• _PROMPT_: Quote word for word the lines below, beginning with the first and ending with the one that has "M1708 780C1740 785". Drop the pictures.

Stored data

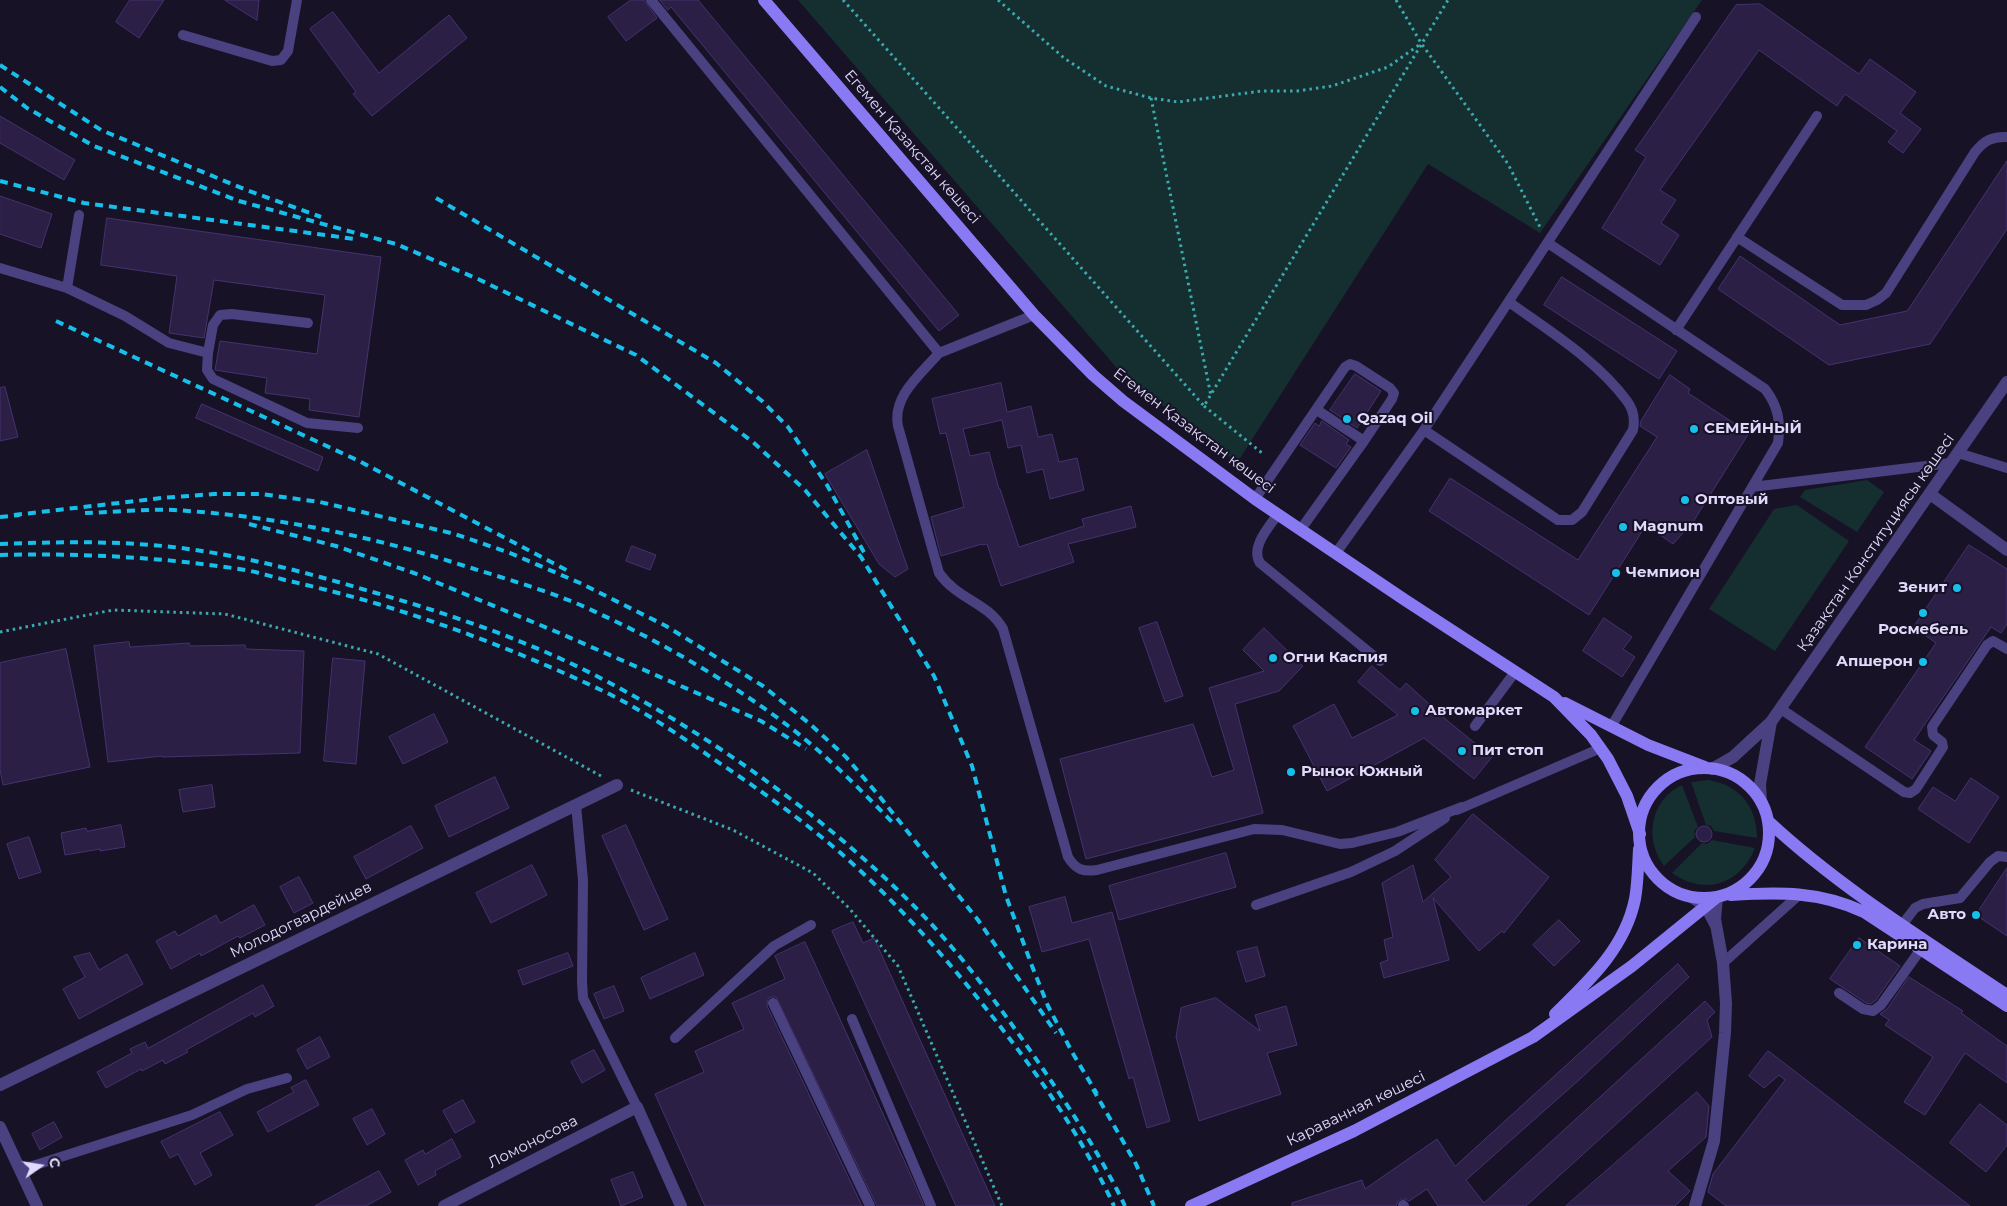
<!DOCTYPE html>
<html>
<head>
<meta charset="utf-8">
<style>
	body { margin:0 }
	#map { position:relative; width:2007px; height:1206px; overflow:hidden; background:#171226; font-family:Montserrat,sans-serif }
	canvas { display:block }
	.north { position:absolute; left:15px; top:1141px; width:50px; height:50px; -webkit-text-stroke:4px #171226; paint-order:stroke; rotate:77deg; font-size:14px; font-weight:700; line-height:20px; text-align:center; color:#e1dafc }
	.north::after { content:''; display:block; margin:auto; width:18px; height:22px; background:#e1dafc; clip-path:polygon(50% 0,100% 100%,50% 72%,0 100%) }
</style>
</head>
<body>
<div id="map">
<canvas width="2007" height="1206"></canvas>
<div class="north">С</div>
</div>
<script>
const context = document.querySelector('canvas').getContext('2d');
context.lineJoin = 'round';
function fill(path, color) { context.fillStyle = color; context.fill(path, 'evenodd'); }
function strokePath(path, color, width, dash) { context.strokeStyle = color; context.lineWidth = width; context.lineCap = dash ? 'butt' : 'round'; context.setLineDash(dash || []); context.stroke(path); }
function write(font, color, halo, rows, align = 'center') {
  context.font = font + ' Montserrat,sans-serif'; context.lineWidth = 4; context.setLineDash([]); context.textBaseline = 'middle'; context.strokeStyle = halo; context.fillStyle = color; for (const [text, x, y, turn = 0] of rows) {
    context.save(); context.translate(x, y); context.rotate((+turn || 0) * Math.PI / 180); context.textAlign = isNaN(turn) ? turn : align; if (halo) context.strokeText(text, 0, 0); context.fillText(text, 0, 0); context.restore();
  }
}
fill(new Path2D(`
	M798 0H1702L1540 233 1428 164 1237 463 1122 374Z
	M1867 480 1884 492 1857 532 1800 497 1805 490Z
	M1797 505 1849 541 1775 651 1709 609 1774 509Z
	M1708 780C1740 785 1757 807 1757 838L1714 831 1711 826 1706 825 1691 782Z
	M1682 785 1698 827 1694 831 1695 837 1664 866C1644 839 1650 800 1682 785Z
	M1712 840 1755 848C1740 885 1704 896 1672 873L1702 843 1707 844Z`), '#152e30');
const building = new Path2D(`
	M130 0H164L139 38 116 22Z
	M225 0H259L257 20Z
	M631 0H644L657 18 626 41 608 17Z
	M660 0H698L959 315 939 331 671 7 668 10Z
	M1760 4 1859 74 1870 59 1916 92 1900 113 1921 129 1903 153 1888 142 1897 131 1845 94 1837 106 1759 50 1660 190 1676 200 1661 223 1679 235 1660 265 1602 228 1646 157 1635 150 1736 5Z
	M333 12 379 73 449 15 467 38 372 116 353 94 356 92 310 29Z
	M0 116 75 160 64 180 0 143Z
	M2007 161V229L1930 344 1829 365 1718 289 1740 256 1840 325 1907 311Z
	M0 196 52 214 41 248 0 234Z
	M107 218 381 257 359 417 309 410 310 399 265 393 267 378 215 370 220 341 317 354 325 295 214 280 204 338 169 333 177 276 101 265Z
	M1562 277 1677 351 1659 379 1544 305Z
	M1355 374 1381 391 1357 428 1330 410Z
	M1670 375 1690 389 1688 393 1749 433 1693 522 1673 544 1646 525 1589 615 1429 511 1450 478 1578 560 1657 437 1640 426 1641 421Z
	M1001 383 1007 412 1031 406 1038 437 1052 434 1059 462 1077 458 1084 490 1050 499 1043 469 1027 473 1021 445 1008 448 1002 420 963 429 970 456 989 452 999 489H1000L1019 547 1084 526 1082 519 1131 506 1136 527 1068 544 1074 562 1001 586 987 544 983 545 982 544 941 556 931 517 964 507 946 433 940 434 932 399Z
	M5 387 18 437 0 441V388Z
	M202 404 323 457 318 471 196 418Z
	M1322 421 1349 440 1346 444 1351 447 1336 468 1300 445 1315 423 1319 426Z
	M867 450 908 569 895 577 879 564 825 474Z
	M1969 545 2007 569V624L2001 633 1991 627 1914 740 1931 751 1912 779 1865 747 1936 643 1914 627Z
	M632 546 656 555 650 570 626 561Z
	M1604 618 1632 637 1623 649 1635 657 1622 677 1583 651Z
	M1157 622 1183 696 1165 702 1139 628Z
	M1264 628 1303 666 1279 691 1235 704 1263 813 1086 859 1060 759 1193 724 1212 777 1234 770 1209 688 1264 671 1243 650Z
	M129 642 130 647 189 643 190 646 245 645 246 649 304 651 300 753 162 757V756L108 762 94 646Z
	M66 649 90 767 3 785 0 770V663Z
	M333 658 365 661 356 764 324 761Z
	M1372 666 1400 690 1406 683 1449 722 1492 757 1474 779 1424 738 1327 791 1293 726 1334 704 1352 738 1398 715 1358 682Z
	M434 714 448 742 403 764 389 737Z
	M495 777 509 808 449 837 435 806Z
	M1971 778 1999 797 1969 843 1918 809 1933 787 1955 801Z
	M212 785 215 807 183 812 179 790Z
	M1473 814 1549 877 1504 933 1502 931 1479 951 1433 898 1449 960 1384 978 1380 963 1388 960 1384 940 1393 937 1382 883 1413 865 1423 902 1451 877 1435 860Z
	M121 825 125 847 100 851V849L65 855 61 833 86 828 87 831Z
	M626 825 668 919 644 930 602 836Z
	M411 826 423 848 366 879 354 857Z
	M1696 834a8 8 0 1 1 16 0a8 8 0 1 1-16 0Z
	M29 837 41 872 19 879 7 844Z
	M1226 853 1236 887 1119 920 1109 886Z
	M532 865 547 895 491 923 476 893Z
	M2007 868V936L1976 915Z
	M299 877 313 903 294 913 280 887Z
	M1065 897 1072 923 1112 912 1170 1121 1147 1128 1133 1077 1129 1079 1089 939 1042 952 1029 907Z
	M254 905 265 925 240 938 238 936 201 956 200 953 171 969 156 941 175 931 178 936 216 915 220 923Z
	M1559 920 1580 941 1554 966 1533 945Z
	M853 922 863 943 874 938 995 1206H956L832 931Z
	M1859 938 1900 966 1876 1000 1871 1004 1866 1003 1830 979Z
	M805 942 908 1169 924 1206H877L776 997H770L768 999 767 1006 862 1206H705L655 1094 704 1072 695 1051 744 1029 732 1003 785 979 775 956Z
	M1257 947 1265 976 1246 982 1237 952Z
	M90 953 99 970 127 954 143 984 79 1019 63 989 85 977 74 957Z
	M568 953 573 966 523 985 518 971Z
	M695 953 704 975 650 999 641 978Z
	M1678 964 1689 977 1580 1079 1466 1180 1484 1203 1705 1001 1715 1012 1707 1020 1712 1037 1526 1206H1438L1427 1189 1409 1201 1405 1199H1401L1398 1201 1396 1206H1292V1203L1362 1180 1365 1189 1437 1139 1455 1166Z
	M1909 977 1963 1011 1961 1013 2007 1046V1083L1965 1053 1925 1115 1904 1102 1933 1057 1885 1025 1889 1020 1880 1014 1887 1009Z
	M263 985 274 1006 255 1017 253 1013 186 1050 188 1052 165 1064 163 1060 142 1071 141 1069 106 1088 97 1072 132 1053 130 1049 145 1042 148 1048Z
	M614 986 624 1011 604 1019 594 994Z
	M1216 998 1260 1031 1255 1015 1286 1006 1297 1045 1267 1053 1281 1094 1199 1121 1176 1037 1181 1008Z
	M320 1037 330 1057 307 1069 297 1050Z
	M594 1050 605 1070 582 1083 571 1062Z
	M1768 1051 1771 1053 1970 1206H1726L1708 1192 1713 1174 1785 1080 1779 1075 1764 1088 1749 1076Z
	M306 1080 319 1105 268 1132 257 1112 294 1092 291 1088Z
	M1697 1092 1709 1106 1706 1137 1668 1171 1690 1191 1675 1206H1566Z
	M463 1100 475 1122 455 1133 443 1111Z
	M1980 1104 2007 1125V1145L1986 1172 1950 1143Z
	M372 1109 385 1134 367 1145 353 1119Z
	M220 1112 233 1135 200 1153 212 1175 195 1185 178 1154 170 1158 161 1142Z
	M54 1122 62 1137 40 1150 32 1134Z
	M452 1139 461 1157 435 1171 436 1175 418 1185 405 1160 423 1150 425 1154Z
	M379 1171 391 1192 366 1206H315Z
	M633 1172 643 1197 621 1206 611 1180Z`);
fill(building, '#2b1f45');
strokePath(building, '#45336f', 1);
strokePath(new Path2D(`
	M843 0 1204 406 1448 0
	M998 0 1064 58 1106 86 1151 98 1178 102 1262 91H1297L1332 86 1388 67 1419 45
	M1396 0 1421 43 1508 164 1541 229
	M1151 98 1211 396
	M1204 406 1262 453
	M0 632 113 610 225 614 378 654 601 776
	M631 790 733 830 813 873 849 908 898 966 1002 1206`), '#3baaaf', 3, [2.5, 4]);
strokePath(new Path2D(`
	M651 0 939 353 1034 315
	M183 35 272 61 281 60 288 51 297 0
	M1737 237 1842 305H1866L1877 300 1886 293 1975 152C1984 141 1992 136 2007 137
	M1548 243 1765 389C1778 406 1781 421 1778 443L1611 727
	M0 268 67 288 125 316 169 343 208 353 213 325 220 315 232 314 308 323
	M67 288 79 215
	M1676 330 1817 116
	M208 353 207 370 213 379 307 423 358 428
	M939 353C921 374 892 396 898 426L939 573C958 600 988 602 1003 629L1068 857C1076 870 1083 872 1097 870L1254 829 1282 830 1340 844 1352 843 1397 832 1462 807
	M1424 430 1558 520H1572L1582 512 1633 430C1635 420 1633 409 1627 401 1597 360 1549 331 1509 302
	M1958 453 2007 468
	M1752 487 1951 463
	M1255 499 1345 367 1350 364 1356 366 1390 388 1394 393 1392 399 1364 441
	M1278 514C1269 527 1250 547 1260 563L1380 661
	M1301 529 1364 441 1317 410
	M1336 553 1424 430 1696 17
	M1781 709 1904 792 1910 793 1916 789 1943 747 1942 742 1933 735 1932 727 1987 645 1993 641 2007 649
	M1475 726 1515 672
	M576 805 583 880 582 981 583 998 637 1107
	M1457 810 1601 748
	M1690 897 1705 907 1715 926
	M1256 905 1351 872 1395 851 1445 818
	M1902 925 1915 908 1923 904 1960 898 1990 862 1998 856 2007 857
	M1723 963 1800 894
	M1839 993 1863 1009 1873 1011 1881 1005 1921 949
	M773 1003 870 1206
	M852 1019 931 1206
	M675 1038 774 946 811 925
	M20 1170 192 1115 247 1089 287 1078
	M1403 1205 1404 1206`), '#4a4181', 10);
strokePath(new Path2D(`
	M1930 494 2007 550
	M1712 769 1733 757 1771 722 2007 382
	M1761 802 1760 784 1771 722
	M0 1085 617 785
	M0 1127 37 1206
	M444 1206 637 1107 681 1206
	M1695 1206 1714 1141 1725 1033 1726 1003 1723 963 1715 919 1717 897`), '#4a4181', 12);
strokePath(new Path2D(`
	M764 0 1034 315 1093 375 1123 401 1255 499 1405 600 1554 697 1591 735 1608 759 1627 796 1640 834
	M1565 703 1648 745 1705 767
	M1639 833a65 65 0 1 1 130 0a65 65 0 1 1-130 0Z
	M1768 821C1840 888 1925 940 2007 995
	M1731 895C1779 892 1819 891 1864 912L2007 1006
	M1555 1014C1589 981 1625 948 1635 899 1638 883 1638 865 1639 849
	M1191 1206 1354 1131 1533 1037 1632 966 1717 897`), '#8979f3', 12);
strokePath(new Path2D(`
	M0 65 101 130 244 189 321 217
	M0 87 27 108 94 146 239 201 396 244 478 279 636 355 753 442 805 490 861 557 934 676 972 766 1006 896 1032 966 1048 1006 1072 1052 1097 1094
	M0 181 84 203 355 239
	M436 198 716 363 762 401 788 427 827 485 866 556
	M56 321 357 460 570 572
	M85 513C114 512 145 509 174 510 274 516 372 536 468 567 513 581 560 594 602 615 663 643 733 684 787 725 824 753 859 788 892 822
	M14 515 162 498 214 494H261L320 502 455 534 510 553 580 583 666 626 763 686 810 724 846 757 880 797 978 920 1056 1033
	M0 517 20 515
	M249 524 336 546 414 573 557 632 761 721 806 749
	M0 544C51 542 101 541 152 545 226 551 298 570 369 591 450 614 533 642 608 682 714 738 824 817 909 901 960 951 1003 1011 1043 1069 1073 1113 1102 1158 1125 1206
	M0 555C80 553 159 557 239 569 254 571 270 576 285 580 316 587 347 595 378 604 454 627 529 656 601 690 639 708 678 734 712 758 757 788 803 820 844 856 895 901 941 952 984 1006 1033 1067 1081 1134 1114 1206
	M1093 1089 1136 1164 1154 1206`), '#17c0eb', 4, [8, 6]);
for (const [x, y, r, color] of [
	[1347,419,5,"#17c0eb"],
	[1694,429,5,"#17c0eb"],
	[1685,500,5,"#17c0eb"],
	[1623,527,5,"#17c0eb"],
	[1616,573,5,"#17c0eb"],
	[1957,588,5,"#17c0eb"],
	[1923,613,5,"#17c0eb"],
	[1273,658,5,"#17c0eb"],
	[1923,662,5,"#17c0eb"],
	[1415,711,5,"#17c0eb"],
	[1462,751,5,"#17c0eb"],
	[1291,772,5,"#17c0eb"],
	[1976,915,5,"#17c0eb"],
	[1857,945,5,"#17c0eb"]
]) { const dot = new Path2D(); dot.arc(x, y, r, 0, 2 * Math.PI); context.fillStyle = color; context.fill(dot); strokePath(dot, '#171226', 2); }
write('15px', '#e1dafc', '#171226', [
	["Егемен Қазақстан көшесі",912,147,49],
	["Егемен Қазақстан көшесі",1194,431,37],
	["Қазақстан Конституциясы көшесі",1876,543,-55],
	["Молодогвардейцев",301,920,-26],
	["Караванная көшесі",1356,1109,-26],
	["Ломоносова",533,1142,-27]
]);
write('bold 15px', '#e1dafc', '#171226', [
	["Qazaq Oil",1357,419],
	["СЕМЕЙНЫЙ",1704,429],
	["Оптовый",1695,500],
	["Magnum",1633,527],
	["Чемпион",1626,573],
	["Зенит",1947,588,"right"],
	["Росмебель",1923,630,"center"],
	["Огни Каспия",1283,658],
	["Апшерон",1913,662,"right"],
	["Автомаркет",1425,711],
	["Пит стоп",1472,751],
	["Рынок Южный",1301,772],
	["Авто",1966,915,"right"],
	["Карина",1867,945]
], 'left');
</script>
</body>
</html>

• _ANSWER FOR THE TASK_:
<!DOCTYPE html>
<html>
<head>
<meta charset="utf-8">
<style>
	body { margin:0 }
	#map { position:relative; width:2007px; height:1206px; overflow:hidden; background:#171226; font-family:Montserrat,sans-serif }
	canvas { display:block }
	.north { position:absolute; left:15px; top:1141px; width:50px; height:50px; -webkit-text-stroke:4px #171226; paint-order:stroke; rotate:77deg; font-size:14px; font-weight:700; line-height:20px; text-align:center; color:#e1dafc }
	.north::after { content:''; display:block; margin:auto; width:18px; height:22px; background:#e1dafc; clip-path:polygon(50% 0,100% 100%,50% 72%,0 100%) }
</style>
</head>
<body>
<div id="map">
<canvas width="2007" height="1206"></canvas>
<div class="north">С</div>
</div>
<script>
const context = document.querySelector('canvas').getContext('2d');
context.lineJoin = 'round';
function fill(path, color) { context.fillStyle = color; context.fill(path, 'evenodd'); }
function strokePath(path, color, width, dash) { context.strokeStyle = color; context.lineWidth = width; context.lineCap = dash ? 'butt' : 'round'; context.setLineDash(dash || []); context.stroke(path); }
function write(font, color, halo, rows, align = 'center') {
  context.font = font + ' Montserrat,sans-serif'; context.lineWidth = 4; context.setLineDash([]); context.textBaseline = 'middle'; context.strokeStyle = halo; context.fillStyle = color; for (const [text, x, y, turn = 0] of rows) {
    context.save(); context.translate(x, y); context.rotate((+turn || 0) * Math.PI / 180); context.textAlign = isNaN(turn) ? turn : align; if (halo) context.strokeText(text, 0, 0); context.fillText(text, 0, 0); context.restore();
  }
}
fill(new Path2D(`
	M798 0H1702L1540 233 1428 164 1237 463 1122 374Z
	M1867 480 1884 492 1857 532 1800 497 1805 490Z
	M1797 505 1849 541 1775 651 1709 609 1774 509Z
	M1708 780C1740 785 1757 807 1757 838L1714 831 1711 826 1706 825 1691 782Z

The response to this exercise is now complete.